When a user wants to retrieve a document from the vault:

┌──────────────┐    ┌──────────────────┐    ┌─────────────┐
│ User Browser │<───│ TEE Attestor │<───│ IPFS/Pinata │
│ │ │ │ │ │
│ 4. Receive │ │ 2. Fetch from │ │ 1. Retrieve │
│ plaintext │ │ IPFS │ │ encrypted│
│ file │ │ 3. Decrypt with │ │ file │
│ │ │ AES-256-GCM │ │ │
└──────────────┘ └──────────────────┘ └─────────────┘

Step-by-Step Download

  1. Authentication: The user connects their wallet and signs a message to prove ownership.

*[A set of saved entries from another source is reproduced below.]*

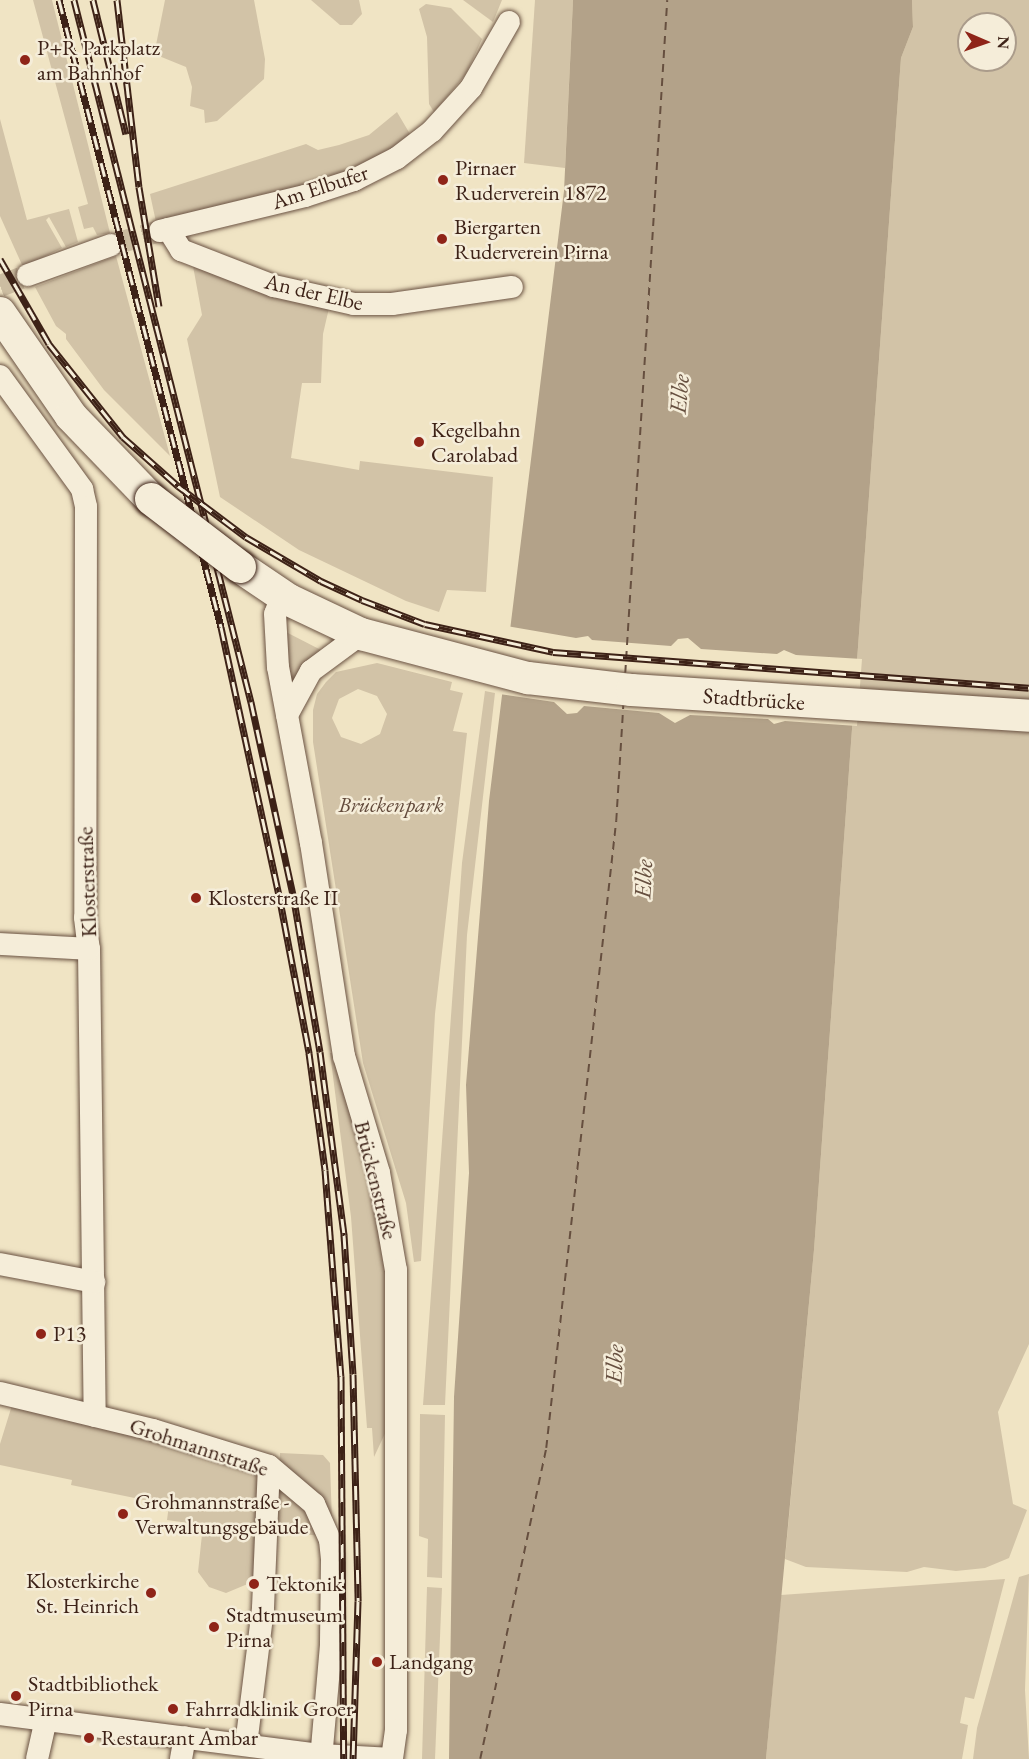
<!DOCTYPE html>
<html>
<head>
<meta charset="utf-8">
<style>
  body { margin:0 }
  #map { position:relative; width:1029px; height:1759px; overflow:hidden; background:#f0e4c4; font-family:"EB Garamond",serif }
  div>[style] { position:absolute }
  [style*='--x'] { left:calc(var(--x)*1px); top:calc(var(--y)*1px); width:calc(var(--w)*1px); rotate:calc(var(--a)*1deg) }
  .green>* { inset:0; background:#d2c3a7 }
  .water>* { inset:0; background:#b3a289 }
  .pier>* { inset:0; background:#f0e4c4 }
  .ferry>* { height:1.5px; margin-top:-0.75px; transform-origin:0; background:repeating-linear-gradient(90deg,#664f3f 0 8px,transparent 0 14px) }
  .street-tunnel>* { height:22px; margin-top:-11px; transform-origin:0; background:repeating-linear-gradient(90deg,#ccbda1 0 22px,transparent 0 33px) }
  .roads { filter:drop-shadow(0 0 2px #6a5242) drop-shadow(0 0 2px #6a5242) }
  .street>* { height:22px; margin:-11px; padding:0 11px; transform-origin:11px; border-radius:11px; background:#f5edd9 }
  .secondary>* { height:32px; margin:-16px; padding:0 16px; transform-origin:16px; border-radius:16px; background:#f5edd9 }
  .rail>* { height:7px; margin-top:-3.5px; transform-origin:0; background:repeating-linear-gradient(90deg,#f5edd9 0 14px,#3d2217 0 28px); box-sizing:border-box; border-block:2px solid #3d2217 }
  .bridges { filter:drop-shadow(0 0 2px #3d2217) drop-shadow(0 0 2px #3d2217) }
  .secondary-bridge>* { height:32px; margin:-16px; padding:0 16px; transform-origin:16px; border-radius:16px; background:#f5edd9 }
  .dots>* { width:16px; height:16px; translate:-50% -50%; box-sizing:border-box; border:3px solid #f5edd9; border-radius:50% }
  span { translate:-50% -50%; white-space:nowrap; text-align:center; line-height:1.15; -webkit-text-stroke:5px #f5edd9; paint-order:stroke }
  .poi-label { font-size:22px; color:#3d2217 }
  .left { translate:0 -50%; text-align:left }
  .right { translate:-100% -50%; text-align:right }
  .street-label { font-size:22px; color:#3d2217 }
  .park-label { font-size:22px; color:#624a3b; font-style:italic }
  .water-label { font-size:24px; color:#664f3f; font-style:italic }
  .north { position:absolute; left:957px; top:12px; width:60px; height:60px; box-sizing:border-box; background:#f5edd9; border:2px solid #ab9c8b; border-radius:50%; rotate:92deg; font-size:16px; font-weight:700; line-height:24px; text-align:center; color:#3d2217 }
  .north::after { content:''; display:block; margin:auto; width:21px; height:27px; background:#8f2418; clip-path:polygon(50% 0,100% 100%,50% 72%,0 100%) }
</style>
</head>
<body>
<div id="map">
  <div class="green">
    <div style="clip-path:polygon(33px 0,52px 0,110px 233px,97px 235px,93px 227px,84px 229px,78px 207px,88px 204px)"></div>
    <div style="clip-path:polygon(165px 0,254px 0,265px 59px,264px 79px,217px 121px,205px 123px,204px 110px,190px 106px,192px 87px,186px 67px,159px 56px,156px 45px)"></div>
    <div style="clip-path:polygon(311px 0,359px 0,362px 14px,352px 25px,340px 25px)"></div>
    <div style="clip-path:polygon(463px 0,502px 0,493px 22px)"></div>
    <div style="clip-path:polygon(535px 0,573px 0,565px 168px,524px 163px)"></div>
    <div style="clip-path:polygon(evenodd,912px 0,1029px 0,1029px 1344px,998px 1412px,1013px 1504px,1027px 1510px,1009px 1558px,985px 1568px,956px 1571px,924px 1567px,907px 1572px,806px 1567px,785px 1559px,814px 1250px,901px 58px,913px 27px,912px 0,969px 24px,1005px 24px,1005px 60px,969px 60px,969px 24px)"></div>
    <div style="clip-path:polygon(426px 4px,451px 8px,482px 39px,466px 74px,434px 112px,429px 104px,427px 37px,419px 9px)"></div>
    <div style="clip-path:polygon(397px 112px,410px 134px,394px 149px,299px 193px,156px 222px,150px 194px,306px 144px,318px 150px,339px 145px,369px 135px)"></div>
    <div style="clip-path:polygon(0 119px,27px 220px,69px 209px,78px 242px,66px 247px,49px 217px,46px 220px,62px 248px,23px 267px,0 216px)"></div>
    <div style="clip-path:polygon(116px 256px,170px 456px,104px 390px,66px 339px,66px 334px,56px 326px,35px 287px)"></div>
    <div style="clip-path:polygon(193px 266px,329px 308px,323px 334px,321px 383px,302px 383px,291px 458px,359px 470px,360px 461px,493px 477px,486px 592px,447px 590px,439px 612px,406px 601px,299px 550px,220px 497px,187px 339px,202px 315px)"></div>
    <div style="clip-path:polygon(284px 631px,321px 650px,290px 685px)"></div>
    <div style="clip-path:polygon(evenodd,377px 663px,452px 682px,450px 690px,463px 693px,453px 731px,467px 733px,435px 1014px,421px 1261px,414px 1262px,406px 1203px,363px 1063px,313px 742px,313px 710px,317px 694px,326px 682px,336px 672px,377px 663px,358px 689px,377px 696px,387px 714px,380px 734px,361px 744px,341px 737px,332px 718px,339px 699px,358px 689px)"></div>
    <div style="clip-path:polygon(485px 691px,495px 693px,467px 935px,445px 1405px,423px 1405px,462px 863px)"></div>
    <div style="clip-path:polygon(330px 1053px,335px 1053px,348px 1108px,370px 1174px,387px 1270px,389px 1425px,374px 1457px,372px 1428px,367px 1428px,351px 1217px)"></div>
    <div style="clip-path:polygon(13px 1402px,261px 1470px,255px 1576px,250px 1583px,226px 1593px,209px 1587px,198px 1572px,203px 1525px,167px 1520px,169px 1505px,71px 1485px,72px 1480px,0 1465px,0 1444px)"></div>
    <div style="clip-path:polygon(420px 1414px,445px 1415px,442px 1578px,427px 1577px,428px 1539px,419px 1536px)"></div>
    <div style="clip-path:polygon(280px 1453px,323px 1455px,330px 1463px,332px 1522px,279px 1469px)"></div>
    <div style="clip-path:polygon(278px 1481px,309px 1508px,323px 1536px,277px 1532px)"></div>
    <div style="clip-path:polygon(1029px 1574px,1025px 1690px,1029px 1759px,973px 1759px,977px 1728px,1019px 1577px)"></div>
    <div style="clip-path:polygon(1005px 1579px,974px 1699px,965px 1697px,960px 1723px,968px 1725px,962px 1759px,766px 1759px,781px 1595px)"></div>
    <div style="clip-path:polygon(427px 1587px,442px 1588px,435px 1759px,422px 1759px)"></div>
  </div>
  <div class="water">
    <div style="clip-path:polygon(573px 0,912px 0,913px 27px,901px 58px,814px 1250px,766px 1759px,449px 1759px,454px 1397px,469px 1173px,466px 1085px,489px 801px,564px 191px)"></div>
  </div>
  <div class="pier">
    <div style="clip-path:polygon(507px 626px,576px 638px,588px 636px,592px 640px,671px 646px,678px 639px,688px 638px,701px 649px,777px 654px,784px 650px,796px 655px,862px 659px,857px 726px,785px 721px,774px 724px,768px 719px,690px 715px,675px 723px,659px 713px,584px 706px,577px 713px,567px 714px,554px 702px,499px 694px)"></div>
  </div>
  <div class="ferry">
    <div style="--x:625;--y:673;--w:674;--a:-86.43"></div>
    <div style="--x:480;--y:1759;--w:318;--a:-78"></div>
    <div style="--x:546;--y:1448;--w:631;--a:-83.63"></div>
    <div style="--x:616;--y:821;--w:116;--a:-86.5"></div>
  </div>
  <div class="street-tunnel">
    <div style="--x:111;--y:245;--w:51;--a:-15.9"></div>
    <div style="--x:0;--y:286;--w:30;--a:-21"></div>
  </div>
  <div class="roads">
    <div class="street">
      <div style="--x:168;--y:229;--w:25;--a:58"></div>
      <div style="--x:181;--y:250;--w:100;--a:21.2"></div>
      <div style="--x:274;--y:286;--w:82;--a:12.7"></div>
      <div style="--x:354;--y:304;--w:38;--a:0"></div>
      <div style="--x:392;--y:304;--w:121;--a:-8.1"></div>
      <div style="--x:160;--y:231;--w:149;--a:-13.6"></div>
      <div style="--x:305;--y:196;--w:52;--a:-18.1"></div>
      <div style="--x:354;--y:180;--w:48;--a:-27.1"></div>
      <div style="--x:397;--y:158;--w:44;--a:-37.6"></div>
      <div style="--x:432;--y:131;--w:58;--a:-47.8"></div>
      <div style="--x:471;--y:88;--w:76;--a:-60.1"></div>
      <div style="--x:28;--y:275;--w:88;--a:-19.9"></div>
      <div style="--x:0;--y:376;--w:140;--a:54"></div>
      <div style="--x:82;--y:489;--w:18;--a:77"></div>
      <div style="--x:86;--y:507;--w:411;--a:90.1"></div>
      <div style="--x:85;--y:918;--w:31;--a:83"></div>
      <div style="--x:89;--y:949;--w:467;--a:89.3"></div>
      <div style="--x:282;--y:596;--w:19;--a:111"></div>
      <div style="--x:275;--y:614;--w:53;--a:86.8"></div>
      <div style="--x:278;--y:667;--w:179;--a:79.4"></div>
      <div style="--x:311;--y:843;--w:216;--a:81.2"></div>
      <div style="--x:344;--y:1056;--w:122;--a:73.3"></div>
      <div style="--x:379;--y:1173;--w:98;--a:80.1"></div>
      <div style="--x:396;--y:1270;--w:460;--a:90"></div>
      <div style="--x:396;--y:1730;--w:29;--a:98"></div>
      <div style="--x:287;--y:715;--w:50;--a:-61.4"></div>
      <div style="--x:311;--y:671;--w:62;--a:-36.5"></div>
      <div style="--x:0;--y:944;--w:89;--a:3.2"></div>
      <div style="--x:0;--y:1264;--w:96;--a:10.8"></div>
      <div style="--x:0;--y:1393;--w:157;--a:13.6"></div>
      <div style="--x:153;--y:1430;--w:121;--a:17.2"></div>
      <div style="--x:269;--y:1466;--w:59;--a:40.2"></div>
      <div style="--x:314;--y:1504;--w:39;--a:66"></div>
      <div style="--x:330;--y:1540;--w:20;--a:84"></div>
      <div style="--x:332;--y:1560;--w:85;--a:90.7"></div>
      <div style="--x:331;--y:1645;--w:114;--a:95"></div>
      <div style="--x:0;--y:1714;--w:324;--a:7.3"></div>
      <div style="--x:321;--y:1755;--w:71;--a:3.2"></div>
      <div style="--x:246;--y:1745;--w:138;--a:-82.9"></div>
      <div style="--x:263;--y:1608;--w:142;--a:-87.6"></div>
      <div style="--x:37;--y:1759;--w:41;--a:-77.3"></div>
      <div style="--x:181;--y:1759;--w:22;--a:-80"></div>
    </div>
    <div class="secondary">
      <div style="--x:0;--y:313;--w:125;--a:55.4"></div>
      <div style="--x:71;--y:416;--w:115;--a:46.1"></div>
      <div style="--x:240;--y:567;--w:59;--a:34"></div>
      <div style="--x:289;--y:600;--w:80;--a:25.3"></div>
      <div style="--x:361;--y:634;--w:173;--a:14.8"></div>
      <div style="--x:528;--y:678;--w:105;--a:6.6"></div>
      <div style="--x:632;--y:690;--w:398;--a:3.7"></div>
    </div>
  </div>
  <div class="rail">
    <div style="--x:59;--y:0;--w:648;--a:75.51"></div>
    <div style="--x:221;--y:627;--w:274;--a:77.8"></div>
    <div style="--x:279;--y:895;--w:161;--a:79.2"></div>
    <div style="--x:309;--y:1053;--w:118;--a:82.2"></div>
    <div style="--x:325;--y:1170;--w:207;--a:85.6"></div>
    <div style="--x:341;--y:1376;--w:383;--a:89.6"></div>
    <div style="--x:74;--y:0;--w:724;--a:75.85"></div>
    <div style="--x:251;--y:702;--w:197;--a:77.7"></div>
    <div style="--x:293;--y:894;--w:160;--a:80.3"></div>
    <div style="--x:320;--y:1052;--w:185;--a:82.5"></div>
    <div style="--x:344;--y:1235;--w:139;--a:86.3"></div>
    <div style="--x:353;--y:1374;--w:227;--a:88.7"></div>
    <div style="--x:358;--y:1601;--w:158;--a:91.8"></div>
    <div style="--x:93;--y:0;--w:138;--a:76.2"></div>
    <div style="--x:117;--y:0;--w:188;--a:83.3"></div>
    <div style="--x:139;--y:187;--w:121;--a:80.5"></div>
    <div style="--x:0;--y:259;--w:98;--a:60"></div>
    <div style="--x:49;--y:344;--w:119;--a:51.5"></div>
    <div style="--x:123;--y:437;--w:74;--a:41.7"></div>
    <div style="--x:178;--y:486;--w:85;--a:36.9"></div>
    <div style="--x:246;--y:537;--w:87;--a:30.4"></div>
    <div style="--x:321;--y:581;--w:45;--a:24.9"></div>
    <div style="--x:362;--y:600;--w:67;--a:20.9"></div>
    <div style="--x:425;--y:624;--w:131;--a:12.3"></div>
    <div style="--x:553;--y:652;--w:477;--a:4.3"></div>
  </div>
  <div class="bridges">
    <div class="secondary-bridge">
      <div style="--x:151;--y:499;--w:112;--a:37.4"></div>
    </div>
  </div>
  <div class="dots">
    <div style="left:25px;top:60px;background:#8f2418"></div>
    <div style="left:443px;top:180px;background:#8f2418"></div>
    <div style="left:442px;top:239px;background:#8f2418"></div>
    <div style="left:419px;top:442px;background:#8f2418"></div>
    <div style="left:196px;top:898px;background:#8f2418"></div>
    <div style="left:41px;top:1334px;background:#8f2418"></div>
    <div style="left:123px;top:1514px;background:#8f2418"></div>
    <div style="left:254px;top:1584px;background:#8f2418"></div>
    <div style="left:151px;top:1593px;background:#8f2418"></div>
    <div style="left:214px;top:1627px;background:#8f2418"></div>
    <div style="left:377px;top:1662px;background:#8f2418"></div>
    <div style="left:16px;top:1696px;background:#8f2418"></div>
    <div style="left:173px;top:1709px;background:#8f2418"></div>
    <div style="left:89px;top:1738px;background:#8f2418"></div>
  </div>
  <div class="poi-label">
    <span class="left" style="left:37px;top:60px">P+R Parkplatz<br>am Bahnhof</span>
    <span class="left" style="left:455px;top:180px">Pirnaer<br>Ruderverein 1872</span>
    <span class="left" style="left:454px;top:239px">Biergarten<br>Ruderverein Pirna</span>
    <span class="left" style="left:431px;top:442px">Kegelbahn<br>Carolabad</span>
    <span class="left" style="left:208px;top:898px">Klosterstraße II</span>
    <span class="left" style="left:53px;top:1334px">P13</span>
    <span class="left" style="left:135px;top:1514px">Grohmannstraße -<br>Verwaltungsgebäude</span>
    <span class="right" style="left:139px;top:1593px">Klosterkirche<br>St. Heinrich</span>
    <span class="left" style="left:266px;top:1584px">Tektonik</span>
    <span class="left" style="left:226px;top:1627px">Stadtmuseum<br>Pirna</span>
    <span class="left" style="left:389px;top:1662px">Landgang</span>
    <span class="left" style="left:28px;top:1696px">Stadtbibliothek<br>Pirna</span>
    <span class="left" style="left:185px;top:1709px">Fahrradklinik Groer</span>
    <span class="left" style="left:101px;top:1738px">Restaurant Ambar</span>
  </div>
  <div class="street-label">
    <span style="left:320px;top:187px;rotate:-18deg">Am Elbufer</span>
    <span style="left:314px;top:292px;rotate:13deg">An der Elbe</span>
    <span style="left:754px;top:699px;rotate:4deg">Stadtbrücke</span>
    <span style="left:87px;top:882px;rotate:-92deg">Klosterstraße</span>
    <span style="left:376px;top:1180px;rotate:76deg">Brückenstraße</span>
    <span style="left:199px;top:1447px;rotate:18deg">Grohmannstraße</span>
  </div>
  <div class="park-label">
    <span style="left:391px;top:805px">Brückenpark</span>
  </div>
  <div class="water-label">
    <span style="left:679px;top:394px;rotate:-85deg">Elbe</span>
    <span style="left:643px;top:879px;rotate:-87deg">Elbe</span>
    <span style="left:614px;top:1364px;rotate:-87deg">Elbe</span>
  </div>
  <div class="north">N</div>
</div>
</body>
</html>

The attestor verifies the signature against the DID associated with the document.

  2. Metadata retrieval: The attestor queries the on-chain metadata to retrieve the IPFS CID and encryption parameters for the requested document.

  3. IPFS fetch: The attestor fetches the encrypted file from IPFS via the Pinata private gateway using the stored CID.

  4. Decryption inside the TEE: The TEE re-derives the encryption key and decrypts the file using AES-256-GCM. The authentication tag is verified to confirm the ciphertext has not been modified since encryption.

  5. Delivery: The plaintext file is transmitted to the user's browser over TLS. The plaintext is then purged from TEE memory.

What Never Leaves the TEE

The following data exists only inside the TEE during operation and is never persisted or transmitted:

  • Plaintext document contents during encryption and decryption
  • Derived encryption keys
  • Wallet-derived secrets used for key derivation

What Gets Stored Where

DataStorage LocationEncryptedAccess
Document file (ciphertext)IPFS via PinataYes (AES-256-GCM)Anyone with the CID (but unreadable)
IPFS CIDCartesi rollup (on-chain)NoPublic
Document typeCartesi rollup (on-chain)NoPublic
Encryption parametersCartesi rollup (on-chain)NoPublic (useless without wallet secret)
Encryption keyNowhere (derived in TEE)N/ATEE only, during operation
Plaintext documentNowhere (exists in TEE memory only)N/ATEE only, during operation

Failure Modes

  • IPFS unavailability: If the Pinata gateway is unreachable, uploads fail gracefully with a user-facing error message.
  • TEE failure: If the TEE attestor is unavailable, no encryption or decryption can occur. The system surfaces this as a service unavailability message. No data is at risk because no plaintext exists outside the TEE.
  • On-chain submission failure: If the Cartesi rollup transaction fails, the encrypted file may already be on IPFS but will not appear in the user's vault until the on-chain metadata is confirmed.